Prolific Irish author Kate O’ Brien (1897-1974) was greatly inspired by her time working in Spain as a governess. Like many of us, once Spain got into her head and heart, there was no dislodging it.
In ‘Farewell Spain’, she returned there in 1936, just at the start of the Spanish Civil War, a “class war”, as she termed it. She was firmly on the Republican side, “the Army in Overalls”. She travelled throughout the country, but her preference was for the northern half and Madrid itself. She goes into enormous detail about Santiago de Composela, St. Teresa of Avila and El Escorial.

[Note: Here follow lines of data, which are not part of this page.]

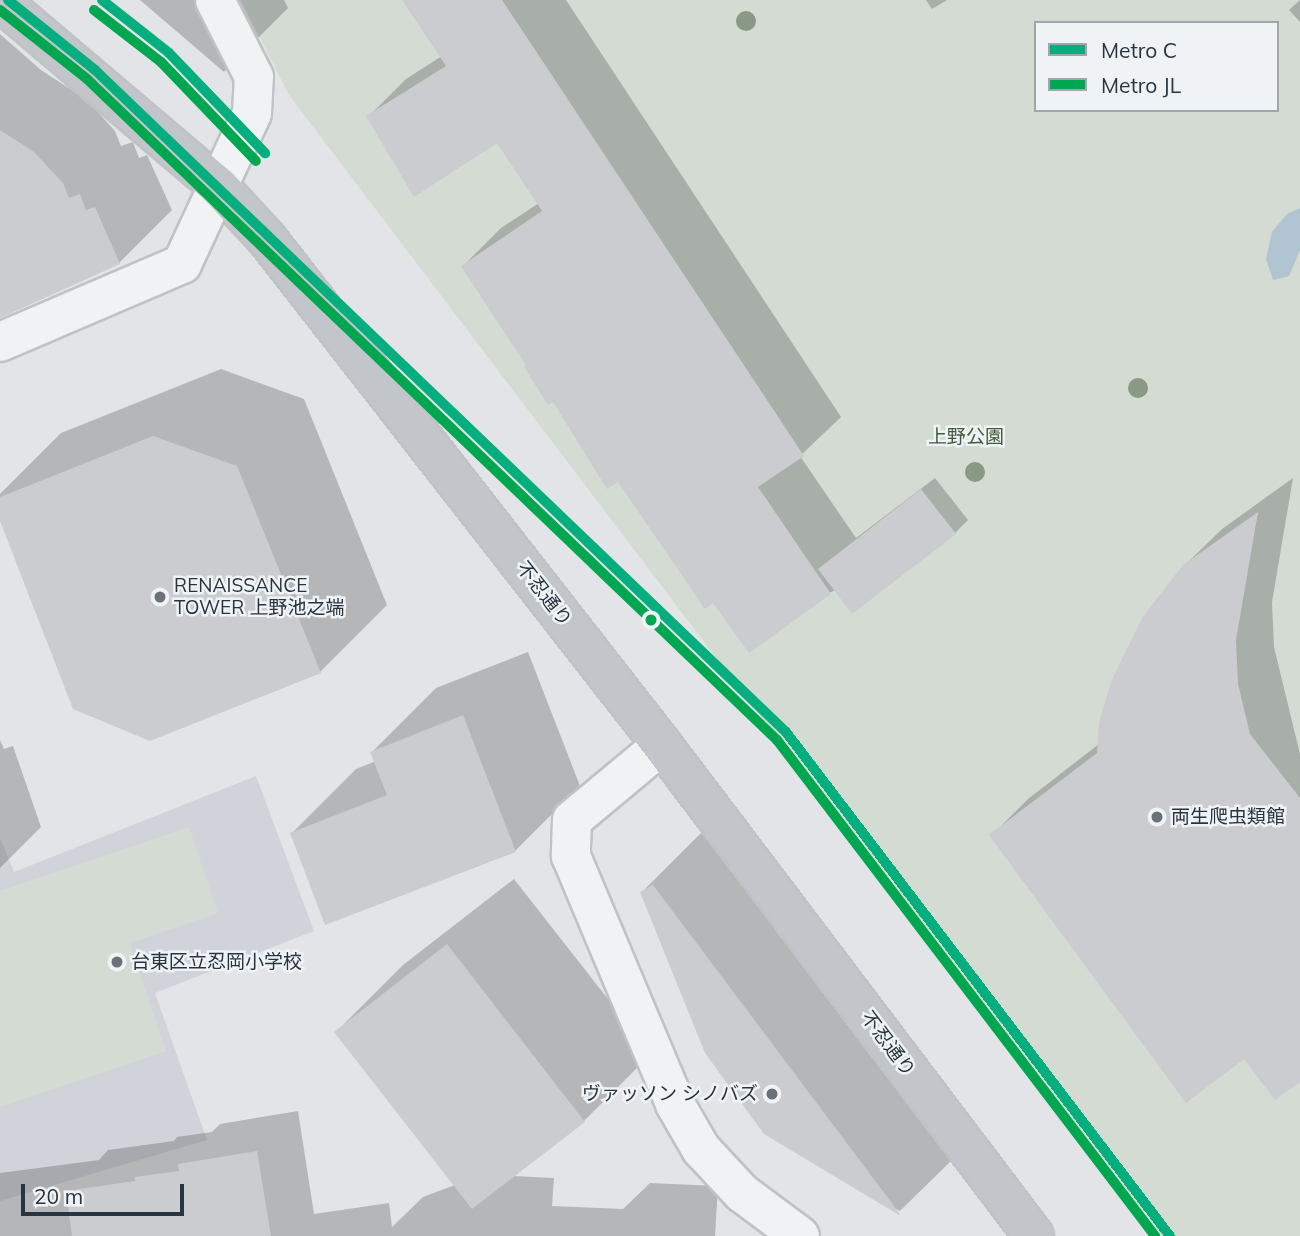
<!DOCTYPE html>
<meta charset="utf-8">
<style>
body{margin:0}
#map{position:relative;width:1300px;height:1236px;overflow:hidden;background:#e2e4e7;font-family:Mulish,"Noto Sans JP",sans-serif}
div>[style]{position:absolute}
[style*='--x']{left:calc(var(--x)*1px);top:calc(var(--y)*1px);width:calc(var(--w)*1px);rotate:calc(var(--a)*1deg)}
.built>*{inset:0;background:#d0d4da}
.green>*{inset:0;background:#d3dbd2}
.water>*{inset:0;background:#b0c4d2}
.shadow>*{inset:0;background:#0003}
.building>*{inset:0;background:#cacccf}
.roads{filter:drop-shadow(2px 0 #c0c2c5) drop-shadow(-2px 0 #c0c2c5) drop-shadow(0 2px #c0c2c5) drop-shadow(0 -2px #c0c2c5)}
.street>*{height:38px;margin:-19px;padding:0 19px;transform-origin:19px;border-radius:19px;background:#f1f2f3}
.secondary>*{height:38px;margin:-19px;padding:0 19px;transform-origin:19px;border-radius:19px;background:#c2c5c9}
.metro-1>*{height:10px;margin:-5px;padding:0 5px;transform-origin:5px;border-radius:5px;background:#04ae7e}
.metro-2>*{height:10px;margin:-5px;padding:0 5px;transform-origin:5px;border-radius:5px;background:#00a650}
.trees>*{width:20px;height:20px;margin:-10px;border-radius:50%;background:#899986}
.dots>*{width:19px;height:19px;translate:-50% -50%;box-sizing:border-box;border:4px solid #eff3f6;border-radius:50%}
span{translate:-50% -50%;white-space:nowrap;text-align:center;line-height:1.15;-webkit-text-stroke:5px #eff3f6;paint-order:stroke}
.park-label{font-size:19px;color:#415c36}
.poi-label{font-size:19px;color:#283440}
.left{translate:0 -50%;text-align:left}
.right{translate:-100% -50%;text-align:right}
.street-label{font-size:19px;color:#283440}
.legend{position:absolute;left:1034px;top:21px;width:245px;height:91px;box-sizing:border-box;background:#eff3f6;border:2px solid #9fa7ad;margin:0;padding:9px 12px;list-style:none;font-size:21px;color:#283440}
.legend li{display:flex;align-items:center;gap:14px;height:35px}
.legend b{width:35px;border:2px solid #9fa7ad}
.scale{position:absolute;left:21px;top:1184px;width:163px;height:32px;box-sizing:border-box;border:4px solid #283440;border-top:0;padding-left:9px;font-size:21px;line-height:24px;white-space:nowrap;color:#283440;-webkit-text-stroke:5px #eff3f6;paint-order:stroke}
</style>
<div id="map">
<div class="built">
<div style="clip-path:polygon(256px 776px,314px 931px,155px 993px,207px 1140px,0 1201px,0 838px,14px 872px)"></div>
</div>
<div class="green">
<div style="clip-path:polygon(evenodd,241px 0,1300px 0,1300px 1236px,1155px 1236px,289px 95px,241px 0,1036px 23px,1277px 23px,1277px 110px,1036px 110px,1036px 23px)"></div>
<div style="clip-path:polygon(189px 827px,218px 913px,130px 943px,166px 1051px,0 1107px,0 891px)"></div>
</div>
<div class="water">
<div style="clip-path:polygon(1300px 208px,1300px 250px,1289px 276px,1273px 280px,1266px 259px,1272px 232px,1287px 214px)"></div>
</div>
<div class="shadow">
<div style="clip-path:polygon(140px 0,284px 0,288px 8px,224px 72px)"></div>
<div style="clip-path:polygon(433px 0,566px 0,841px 417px,800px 456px,856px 538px,935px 478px,968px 520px,955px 533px,829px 593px,618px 480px,553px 399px,463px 266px,501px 228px,539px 203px,498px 141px,368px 117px,406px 79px,442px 56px)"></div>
<div style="clip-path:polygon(926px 0,947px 0,932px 9px)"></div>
<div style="clip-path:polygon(1300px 0,1300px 22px,1289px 10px)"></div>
<div style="clip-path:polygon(0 34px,41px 70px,87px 100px,115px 131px,121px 146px,133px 142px,139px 158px,147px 155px,172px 210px,119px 263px,0 317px)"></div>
<div style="clip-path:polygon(221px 369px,304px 399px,387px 605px,320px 672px,0 516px,0 494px,61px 433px)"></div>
<div style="clip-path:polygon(1293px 478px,1272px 602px,1274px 647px,1300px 754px,1300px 1080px,1244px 1056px,992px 835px,1028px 799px,1099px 744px,1184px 566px,1222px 529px)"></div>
<div style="clip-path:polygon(528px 652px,580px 786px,515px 851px,292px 833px,356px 769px,376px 761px,372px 752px,436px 688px)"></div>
<div style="clip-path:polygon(0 740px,4px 749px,13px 746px,41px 827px,0 868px)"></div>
<div style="clip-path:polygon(711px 828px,957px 1155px,900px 1211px,765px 1133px,642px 892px,700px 834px)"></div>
<div style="clip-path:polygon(514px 879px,651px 1054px,584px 1121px,513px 1176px,554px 1178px,552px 1206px,623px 1209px,650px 1183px,718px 1186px,715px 1236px,0 1236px,0 1173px,99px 1160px,108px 1150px,174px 1141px,177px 1137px,212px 1132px,220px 1124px,298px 1111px,314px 1214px,389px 1203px,392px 1227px,423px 1197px,455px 1185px,336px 1032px,403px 965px)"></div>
</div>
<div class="building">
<div style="clip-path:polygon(402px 0,502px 0,804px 456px,758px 487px,831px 594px,749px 653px,713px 603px,705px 609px,618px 482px,607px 489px,553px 402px,548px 405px,524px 367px,526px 365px,461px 266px,542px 211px,497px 143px,414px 197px,366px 116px,446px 66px)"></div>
<div style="clip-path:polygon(0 130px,34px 152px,63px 183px,69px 198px,80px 194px,86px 210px,95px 207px,120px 264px,0 318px)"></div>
<div style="clip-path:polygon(153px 436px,237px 466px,321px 673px,150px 741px,73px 709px,0 521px,0 497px)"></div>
<div style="clip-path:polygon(921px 489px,956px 534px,852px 614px,818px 569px)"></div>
<div style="clip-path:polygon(1258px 512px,1236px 640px,1238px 684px,1250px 734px,1300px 798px,1300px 1082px,1275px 1100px,1244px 1059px,1186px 1103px,989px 835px,1097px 753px,1099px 723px,1111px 682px,1142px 618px,1183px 565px)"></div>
<div style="clip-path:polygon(463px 715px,516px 852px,325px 925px,290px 833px,387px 795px,370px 752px)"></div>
<div style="clip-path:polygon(653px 885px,900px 1214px,899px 1215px,764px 1134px,705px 1053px,640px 892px)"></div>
<div style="clip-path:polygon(447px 944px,585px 1122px,472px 1209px,334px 1032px)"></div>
<div style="clip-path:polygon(257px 1151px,271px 1236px,72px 1236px,66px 1191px,135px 1181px,135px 1177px,179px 1171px,178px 1164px)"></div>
</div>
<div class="roads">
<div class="street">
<div style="--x:0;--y:342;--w:198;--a:-23.2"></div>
<div style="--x:182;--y:264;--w:166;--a:-65.1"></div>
<div style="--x:252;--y:113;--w:36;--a:-87"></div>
<div style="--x:254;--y:77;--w:86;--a:-116.9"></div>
<div style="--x:662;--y:745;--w:117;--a:140.2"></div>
<div style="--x:572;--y:820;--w:36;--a:92"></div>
<div style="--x:571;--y:856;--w:269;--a:67.2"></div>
<div style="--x:675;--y:1104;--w:52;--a:60"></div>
<div style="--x:701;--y:1149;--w:60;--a:47"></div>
<div style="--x:742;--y:1193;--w:72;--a:36.6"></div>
</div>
<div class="secondary">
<div style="--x:0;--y:1;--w:287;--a:40.3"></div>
<div style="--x:219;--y:187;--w:71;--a:47.3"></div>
<div style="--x:267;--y:239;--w:642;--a:52.02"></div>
<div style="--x:662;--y:745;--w:616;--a:52.85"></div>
</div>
</div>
<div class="metro-1">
<div style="--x:8;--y:0;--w:112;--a:38.8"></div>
<div style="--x:95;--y:70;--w:957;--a:43.77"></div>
<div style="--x:786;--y:732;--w:634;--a:52.7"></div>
<div style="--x:102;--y:0;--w:85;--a:38.3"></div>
<div style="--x:169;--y:53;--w:139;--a:46.2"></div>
</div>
<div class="metro-2">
<div style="--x:0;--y:10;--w:111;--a:38.4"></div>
<div style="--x:87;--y:79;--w:956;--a:43.77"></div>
<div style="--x:777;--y:740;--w:624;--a:52.69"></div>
<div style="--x:94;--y:10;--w:85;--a:37.8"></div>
<div style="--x:161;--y:62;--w:137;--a:46.2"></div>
</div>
<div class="trees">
<div style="left:746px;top:21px"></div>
<div style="left:1138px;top:388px"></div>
<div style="left:975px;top:472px"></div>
</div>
<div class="dots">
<div style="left:160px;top:597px;background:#69727a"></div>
<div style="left:651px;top:620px;background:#00a651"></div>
<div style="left:1157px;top:817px;background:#69727a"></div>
<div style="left:117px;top:962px;background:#69727a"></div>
<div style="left:772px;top:1094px;background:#69727a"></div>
</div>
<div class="park-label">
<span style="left:966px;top:437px">上野公園</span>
</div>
<div class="poi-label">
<span class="left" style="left:174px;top:597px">RENAISSANCE<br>TOWER 上野池之端</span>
<span class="left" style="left:1171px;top:817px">両生爬虫類館</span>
<span class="left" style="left:131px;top:962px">台東区立忍岡小学校</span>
<span class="right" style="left:758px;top:1094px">ヴァッソン シノバズ</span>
</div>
<div class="street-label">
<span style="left:544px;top:594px;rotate:52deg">不忍通り</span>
<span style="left:888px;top:1044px;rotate:53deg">不忍通り</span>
</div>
<ul class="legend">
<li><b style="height:9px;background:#04ae7e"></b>Metro C</li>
<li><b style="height:9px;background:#00a650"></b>Metro JL</li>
</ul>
<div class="scale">20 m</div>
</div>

She hated Moorish architecture, with its arches and decorative flourishes and lattice work, preferring the solid austerity of the northern style. I part ways with her there, as for me the Arab legacy is one of the richest seams to mine in Spanish history, in terms of architecture, food and language.
She absolutely adored Madrid: “its sibilant acacias, its garden cafes, friendly bootblacks, pretty children; of its gay, courageous, ancient slums; its elegancies, its clubs, its flying witticisms.” I share this love. Madrid’s public culture, its street life, must be the liveliest and most gregarious in Europe, to which I yearn to return.
‘Farewell Spain’ is a fascinating snapshot of Spain in the 1930s, and also of an Irishwoman who defied convention to travel, write and live her life on her own terms at a time when the Catholic Church did everything it could to clip our wings.